- **THE DATA**

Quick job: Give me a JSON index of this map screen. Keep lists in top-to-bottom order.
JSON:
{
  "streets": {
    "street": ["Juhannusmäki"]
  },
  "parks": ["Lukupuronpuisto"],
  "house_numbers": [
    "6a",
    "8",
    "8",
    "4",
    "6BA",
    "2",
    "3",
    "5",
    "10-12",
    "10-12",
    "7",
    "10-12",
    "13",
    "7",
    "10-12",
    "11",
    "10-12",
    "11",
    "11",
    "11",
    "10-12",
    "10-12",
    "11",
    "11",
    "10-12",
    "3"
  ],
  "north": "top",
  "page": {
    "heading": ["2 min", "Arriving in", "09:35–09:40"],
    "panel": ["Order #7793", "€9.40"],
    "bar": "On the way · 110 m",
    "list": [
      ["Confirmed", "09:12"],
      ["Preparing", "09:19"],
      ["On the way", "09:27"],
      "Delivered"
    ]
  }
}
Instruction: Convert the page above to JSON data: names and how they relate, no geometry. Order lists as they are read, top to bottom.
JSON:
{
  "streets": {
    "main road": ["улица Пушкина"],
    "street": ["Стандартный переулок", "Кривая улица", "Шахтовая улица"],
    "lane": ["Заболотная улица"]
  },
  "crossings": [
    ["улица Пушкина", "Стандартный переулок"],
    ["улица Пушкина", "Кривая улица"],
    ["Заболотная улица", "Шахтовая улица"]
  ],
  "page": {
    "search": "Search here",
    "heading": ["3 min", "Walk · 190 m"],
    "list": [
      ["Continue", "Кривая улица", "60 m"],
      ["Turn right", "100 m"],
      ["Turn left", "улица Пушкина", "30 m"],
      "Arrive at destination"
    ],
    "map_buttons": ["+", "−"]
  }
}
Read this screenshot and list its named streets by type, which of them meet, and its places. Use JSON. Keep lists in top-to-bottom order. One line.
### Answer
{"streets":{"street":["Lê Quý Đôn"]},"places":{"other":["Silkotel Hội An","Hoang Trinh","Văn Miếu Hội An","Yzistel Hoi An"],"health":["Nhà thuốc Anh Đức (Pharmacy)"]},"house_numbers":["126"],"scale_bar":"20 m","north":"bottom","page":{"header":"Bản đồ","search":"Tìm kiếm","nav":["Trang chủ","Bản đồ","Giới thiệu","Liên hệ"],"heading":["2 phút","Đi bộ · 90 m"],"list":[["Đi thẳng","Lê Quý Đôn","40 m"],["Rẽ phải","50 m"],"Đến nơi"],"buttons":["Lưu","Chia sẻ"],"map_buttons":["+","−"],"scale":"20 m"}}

- **EXERCISE**
Give the whole listing again, character for character.

- **EXPECTED ANSWER**
Quick job: Give me a JSON index of this map screen. Keep lists in top-to-bottom order.
JSON:
{
  "streets": {
    "street": ["Juhannusmäki"]
  },
  "parks": ["Lukupuronpuisto"],
  "house_numbers": [
    "6a",
    "8",
    "8",
    "4",
    "6BA",
    "2",
    "3",
    "5",
    "10-12",
    "10-12",
    "7",
    "10-12",
    "13",
    "7",
    "10-12",
    "11",
    "10-12",
    "11",
    "11",
    "11",
    "10-12",
    "10-12",
    "11",
    "11",
    "10-12",
    "3"
  ],
  "north": "top",
  "page": {
    "heading": ["2 min", "Arriving in", "09:35–09:40"],
    "panel": ["Order #7793", "€9.40"],
    "bar": "On the way · 110 m",
    "list": [
      ["Confirmed", "09:12"],
      ["Preparing", "09:19"],
      ["On the way", "09:27"],
      "Delivered"
    ]
  }
}
Instruction: Convert the page above to JSON data: names and how they relate, no geometry. Order lists as they are read, top to bottom.
JSON:
{
  "streets": {
    "main road": ["улица Пушкина"],
    "street": ["Стандартный переулок", "Кривая улица", "Шахтовая улица"],
    "lane": ["Заболотная улица"]
  },
  "crossings": [
    ["улица Пушкина", "Стандартный переулок"],
    ["улица Пушкина", "Кривая улица"],
    ["Заболотная улица", "Шахтовая улица"]
  ],
  "page": {
    "search": "Search here",
    "heading": ["3 min", "Walk · 190 m"],
    "list": [
      ["Continue", "Кривая улица", "60 m"],
      ["Turn right", "100 m"],
      ["Turn left", "улица Пушкина", "30 m"],
      "Arrive at destination"
    ],
    "map_buttons": ["+", "−"]
  }
}
Read this screenshot and list its named streets by type, which of them meet, and its places. Use JSON. Keep lists in top-to-bottom order. One line.
### Answer
{"streets":{"street":["Lê Quý Đôn"]},"places":{"other":["Silkotel Hội An","Hoang Trinh","Văn Miếu Hội An","Yzistel Hoi An"],"health":["Nhà thuốc Anh Đức (Pharmacy)"]},"house_numbers":["126"],"scale_bar":"20 m","north":"bottom","page":{"header":"Bản đồ","search":"Tìm kiếm","nav":["Trang chủ","Bản đồ","Giới thiệu","Liên hệ"],"heading":["2 phút","Đi bộ · 90 m"],"list":[["Đi thẳng","Lê Quý Đôn","40 m"],["Rẽ phải","50 m"],"Đến nơi"],"buttons":["Lưu","Chia sẻ"],"map_buttons":["+","−"],"scale":"20 m"}}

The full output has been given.